:: Directions for this task ::
Among the entries below, count each line holding the word "Skenda". Write only the number.

----------

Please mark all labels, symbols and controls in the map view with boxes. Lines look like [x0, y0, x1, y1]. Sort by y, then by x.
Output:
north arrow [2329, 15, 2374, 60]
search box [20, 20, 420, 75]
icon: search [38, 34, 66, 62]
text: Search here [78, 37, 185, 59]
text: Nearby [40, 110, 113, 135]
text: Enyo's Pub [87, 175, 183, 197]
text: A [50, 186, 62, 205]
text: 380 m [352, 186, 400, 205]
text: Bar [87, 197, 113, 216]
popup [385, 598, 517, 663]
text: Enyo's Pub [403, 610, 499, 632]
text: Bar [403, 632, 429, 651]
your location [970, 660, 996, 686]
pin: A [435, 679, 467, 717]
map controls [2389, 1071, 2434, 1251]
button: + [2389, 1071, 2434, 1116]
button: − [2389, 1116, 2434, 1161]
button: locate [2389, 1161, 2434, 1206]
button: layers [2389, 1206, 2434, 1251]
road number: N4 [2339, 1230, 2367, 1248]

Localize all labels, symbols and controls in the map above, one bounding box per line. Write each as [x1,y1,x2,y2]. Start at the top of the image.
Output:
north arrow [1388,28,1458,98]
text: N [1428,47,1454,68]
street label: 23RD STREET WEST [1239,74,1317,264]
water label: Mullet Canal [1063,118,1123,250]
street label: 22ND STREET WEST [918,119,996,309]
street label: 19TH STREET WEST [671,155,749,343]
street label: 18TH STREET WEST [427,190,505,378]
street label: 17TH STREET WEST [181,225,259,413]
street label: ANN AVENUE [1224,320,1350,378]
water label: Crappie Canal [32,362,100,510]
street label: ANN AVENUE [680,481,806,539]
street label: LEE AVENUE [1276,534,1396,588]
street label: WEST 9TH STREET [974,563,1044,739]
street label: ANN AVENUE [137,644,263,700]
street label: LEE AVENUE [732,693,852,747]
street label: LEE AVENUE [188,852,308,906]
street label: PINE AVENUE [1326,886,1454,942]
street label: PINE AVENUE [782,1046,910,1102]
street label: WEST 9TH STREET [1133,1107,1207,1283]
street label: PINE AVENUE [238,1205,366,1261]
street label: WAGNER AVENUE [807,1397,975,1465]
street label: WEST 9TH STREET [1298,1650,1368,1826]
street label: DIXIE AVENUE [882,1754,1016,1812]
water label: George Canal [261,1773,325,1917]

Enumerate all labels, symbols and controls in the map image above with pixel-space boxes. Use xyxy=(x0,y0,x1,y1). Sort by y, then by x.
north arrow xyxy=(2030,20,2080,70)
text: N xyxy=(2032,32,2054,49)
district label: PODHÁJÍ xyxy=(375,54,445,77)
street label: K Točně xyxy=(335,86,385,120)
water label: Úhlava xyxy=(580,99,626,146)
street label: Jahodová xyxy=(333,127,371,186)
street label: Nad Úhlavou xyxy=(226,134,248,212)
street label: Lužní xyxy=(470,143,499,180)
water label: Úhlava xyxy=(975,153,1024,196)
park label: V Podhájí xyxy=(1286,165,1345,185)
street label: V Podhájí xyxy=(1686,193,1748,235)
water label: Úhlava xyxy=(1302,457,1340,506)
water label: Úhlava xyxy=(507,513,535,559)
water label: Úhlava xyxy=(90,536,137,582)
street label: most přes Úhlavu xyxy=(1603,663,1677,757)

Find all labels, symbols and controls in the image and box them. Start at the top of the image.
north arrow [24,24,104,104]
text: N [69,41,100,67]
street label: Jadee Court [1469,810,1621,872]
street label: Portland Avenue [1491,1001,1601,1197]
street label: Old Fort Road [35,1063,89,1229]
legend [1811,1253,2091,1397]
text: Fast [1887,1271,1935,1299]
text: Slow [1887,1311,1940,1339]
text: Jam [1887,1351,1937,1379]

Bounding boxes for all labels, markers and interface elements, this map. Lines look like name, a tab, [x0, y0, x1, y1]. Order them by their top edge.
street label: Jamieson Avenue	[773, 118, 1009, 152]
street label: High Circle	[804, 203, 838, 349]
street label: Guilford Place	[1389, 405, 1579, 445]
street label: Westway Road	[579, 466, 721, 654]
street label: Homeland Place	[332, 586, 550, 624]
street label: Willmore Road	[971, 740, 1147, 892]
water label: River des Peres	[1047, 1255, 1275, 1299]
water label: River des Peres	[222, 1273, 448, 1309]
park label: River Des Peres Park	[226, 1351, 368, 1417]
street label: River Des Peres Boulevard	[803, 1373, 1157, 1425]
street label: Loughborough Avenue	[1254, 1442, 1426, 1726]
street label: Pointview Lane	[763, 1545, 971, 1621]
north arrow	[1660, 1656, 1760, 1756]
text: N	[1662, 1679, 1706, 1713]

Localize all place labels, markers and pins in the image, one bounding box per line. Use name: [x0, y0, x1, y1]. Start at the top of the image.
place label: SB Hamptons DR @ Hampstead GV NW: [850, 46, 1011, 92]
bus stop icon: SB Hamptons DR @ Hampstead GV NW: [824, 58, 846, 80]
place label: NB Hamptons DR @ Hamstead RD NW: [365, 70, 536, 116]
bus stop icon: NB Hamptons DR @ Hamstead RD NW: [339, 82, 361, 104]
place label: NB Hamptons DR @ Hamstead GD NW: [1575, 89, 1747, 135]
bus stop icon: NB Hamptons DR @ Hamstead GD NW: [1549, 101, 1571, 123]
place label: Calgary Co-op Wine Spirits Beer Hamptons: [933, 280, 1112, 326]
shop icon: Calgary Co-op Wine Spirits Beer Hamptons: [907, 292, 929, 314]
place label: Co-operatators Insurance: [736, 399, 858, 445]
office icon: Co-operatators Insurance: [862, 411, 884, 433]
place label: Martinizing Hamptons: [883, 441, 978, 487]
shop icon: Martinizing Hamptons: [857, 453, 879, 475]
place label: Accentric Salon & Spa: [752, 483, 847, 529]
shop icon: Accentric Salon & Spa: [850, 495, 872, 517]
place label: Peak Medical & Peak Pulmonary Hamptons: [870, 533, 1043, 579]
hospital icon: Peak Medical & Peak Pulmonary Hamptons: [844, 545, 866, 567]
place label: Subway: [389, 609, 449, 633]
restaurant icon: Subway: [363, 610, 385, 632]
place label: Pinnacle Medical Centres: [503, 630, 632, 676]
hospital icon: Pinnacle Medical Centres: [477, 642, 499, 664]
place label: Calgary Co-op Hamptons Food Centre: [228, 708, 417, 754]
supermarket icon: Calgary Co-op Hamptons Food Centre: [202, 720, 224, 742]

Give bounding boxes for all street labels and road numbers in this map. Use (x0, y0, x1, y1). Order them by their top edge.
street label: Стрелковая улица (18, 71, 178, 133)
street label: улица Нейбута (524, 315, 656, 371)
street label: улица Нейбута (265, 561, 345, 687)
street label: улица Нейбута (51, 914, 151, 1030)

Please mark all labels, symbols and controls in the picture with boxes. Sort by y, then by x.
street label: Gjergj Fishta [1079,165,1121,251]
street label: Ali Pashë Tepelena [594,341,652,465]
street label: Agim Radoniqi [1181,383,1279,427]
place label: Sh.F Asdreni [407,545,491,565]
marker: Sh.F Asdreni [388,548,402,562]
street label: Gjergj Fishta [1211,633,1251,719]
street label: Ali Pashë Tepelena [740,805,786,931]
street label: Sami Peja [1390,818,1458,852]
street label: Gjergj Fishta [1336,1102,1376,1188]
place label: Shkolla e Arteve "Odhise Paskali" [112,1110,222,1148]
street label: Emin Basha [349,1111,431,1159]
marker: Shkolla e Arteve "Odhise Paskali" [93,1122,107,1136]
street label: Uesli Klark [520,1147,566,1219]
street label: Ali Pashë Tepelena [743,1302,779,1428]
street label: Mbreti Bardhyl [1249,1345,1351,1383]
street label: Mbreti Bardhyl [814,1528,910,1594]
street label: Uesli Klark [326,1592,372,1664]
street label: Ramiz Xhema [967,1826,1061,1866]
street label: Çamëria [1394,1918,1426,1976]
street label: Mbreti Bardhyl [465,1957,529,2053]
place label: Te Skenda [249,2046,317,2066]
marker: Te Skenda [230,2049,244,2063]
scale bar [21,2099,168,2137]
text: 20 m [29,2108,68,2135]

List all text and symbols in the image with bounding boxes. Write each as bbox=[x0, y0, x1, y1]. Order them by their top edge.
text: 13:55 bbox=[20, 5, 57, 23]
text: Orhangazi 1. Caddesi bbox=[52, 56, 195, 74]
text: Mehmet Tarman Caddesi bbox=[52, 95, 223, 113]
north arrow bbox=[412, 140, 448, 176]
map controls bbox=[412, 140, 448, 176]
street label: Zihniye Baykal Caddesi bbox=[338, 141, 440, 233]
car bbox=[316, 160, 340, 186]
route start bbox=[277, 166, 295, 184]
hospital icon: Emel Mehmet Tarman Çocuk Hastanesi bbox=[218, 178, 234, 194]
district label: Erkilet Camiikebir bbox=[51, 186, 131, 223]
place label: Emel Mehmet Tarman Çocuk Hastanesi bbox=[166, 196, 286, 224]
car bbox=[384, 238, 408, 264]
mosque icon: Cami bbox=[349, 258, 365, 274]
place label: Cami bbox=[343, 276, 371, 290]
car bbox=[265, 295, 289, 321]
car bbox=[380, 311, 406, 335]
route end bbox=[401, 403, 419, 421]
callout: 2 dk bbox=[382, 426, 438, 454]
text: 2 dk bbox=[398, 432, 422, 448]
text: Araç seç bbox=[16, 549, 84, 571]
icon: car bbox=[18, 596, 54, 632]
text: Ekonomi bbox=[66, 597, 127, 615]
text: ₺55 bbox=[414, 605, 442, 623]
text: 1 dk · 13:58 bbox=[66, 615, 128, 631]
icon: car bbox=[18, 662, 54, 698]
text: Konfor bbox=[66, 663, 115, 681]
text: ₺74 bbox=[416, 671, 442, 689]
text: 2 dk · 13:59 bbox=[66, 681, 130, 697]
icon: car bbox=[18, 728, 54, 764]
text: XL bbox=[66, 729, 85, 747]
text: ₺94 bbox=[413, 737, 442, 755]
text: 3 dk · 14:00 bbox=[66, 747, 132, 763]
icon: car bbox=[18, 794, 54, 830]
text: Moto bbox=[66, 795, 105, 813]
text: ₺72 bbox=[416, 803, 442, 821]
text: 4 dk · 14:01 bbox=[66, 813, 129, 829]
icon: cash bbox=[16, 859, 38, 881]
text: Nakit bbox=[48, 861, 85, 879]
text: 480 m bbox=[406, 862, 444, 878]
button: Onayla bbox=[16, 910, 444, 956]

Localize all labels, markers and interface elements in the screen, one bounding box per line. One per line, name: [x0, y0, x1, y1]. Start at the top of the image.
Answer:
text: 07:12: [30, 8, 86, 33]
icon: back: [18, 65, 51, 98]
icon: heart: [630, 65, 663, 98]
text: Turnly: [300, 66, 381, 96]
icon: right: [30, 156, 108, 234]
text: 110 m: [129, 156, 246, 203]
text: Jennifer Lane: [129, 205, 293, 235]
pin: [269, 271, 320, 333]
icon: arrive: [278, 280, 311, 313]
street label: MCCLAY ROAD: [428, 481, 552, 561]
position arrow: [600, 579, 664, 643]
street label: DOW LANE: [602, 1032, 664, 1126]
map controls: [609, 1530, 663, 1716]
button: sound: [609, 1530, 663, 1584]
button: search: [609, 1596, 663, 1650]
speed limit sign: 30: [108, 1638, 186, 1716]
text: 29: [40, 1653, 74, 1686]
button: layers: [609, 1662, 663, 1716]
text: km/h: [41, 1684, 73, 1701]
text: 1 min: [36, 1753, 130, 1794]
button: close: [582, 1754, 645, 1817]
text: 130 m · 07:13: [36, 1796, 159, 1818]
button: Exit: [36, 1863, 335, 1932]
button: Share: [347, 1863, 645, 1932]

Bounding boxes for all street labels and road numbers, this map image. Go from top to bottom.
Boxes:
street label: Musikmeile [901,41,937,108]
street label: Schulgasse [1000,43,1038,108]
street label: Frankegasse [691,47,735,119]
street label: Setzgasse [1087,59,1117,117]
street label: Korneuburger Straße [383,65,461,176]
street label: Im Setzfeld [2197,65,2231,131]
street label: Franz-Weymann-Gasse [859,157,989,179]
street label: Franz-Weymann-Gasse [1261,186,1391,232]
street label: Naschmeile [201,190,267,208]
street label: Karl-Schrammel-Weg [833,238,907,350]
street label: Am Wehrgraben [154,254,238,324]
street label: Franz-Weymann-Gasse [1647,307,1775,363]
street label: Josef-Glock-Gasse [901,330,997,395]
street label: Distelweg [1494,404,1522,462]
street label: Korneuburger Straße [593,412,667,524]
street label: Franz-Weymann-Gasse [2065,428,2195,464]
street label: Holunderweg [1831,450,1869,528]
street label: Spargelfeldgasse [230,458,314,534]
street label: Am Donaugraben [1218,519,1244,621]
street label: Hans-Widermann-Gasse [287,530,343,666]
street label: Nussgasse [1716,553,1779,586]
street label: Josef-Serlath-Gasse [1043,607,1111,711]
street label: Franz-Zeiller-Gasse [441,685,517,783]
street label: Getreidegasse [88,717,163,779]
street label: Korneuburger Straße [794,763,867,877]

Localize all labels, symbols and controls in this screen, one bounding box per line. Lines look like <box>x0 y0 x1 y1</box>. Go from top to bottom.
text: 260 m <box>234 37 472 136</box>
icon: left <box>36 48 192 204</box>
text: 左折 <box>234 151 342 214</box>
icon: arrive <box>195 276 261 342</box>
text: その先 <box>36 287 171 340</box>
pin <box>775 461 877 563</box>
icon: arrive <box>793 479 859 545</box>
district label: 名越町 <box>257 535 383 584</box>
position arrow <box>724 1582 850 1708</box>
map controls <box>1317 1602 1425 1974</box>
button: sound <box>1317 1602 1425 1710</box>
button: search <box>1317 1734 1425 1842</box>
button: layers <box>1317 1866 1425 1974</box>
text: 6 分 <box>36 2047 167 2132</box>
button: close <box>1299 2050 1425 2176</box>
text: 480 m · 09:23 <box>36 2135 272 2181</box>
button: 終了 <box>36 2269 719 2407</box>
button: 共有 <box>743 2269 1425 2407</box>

----------

:: Response ::
2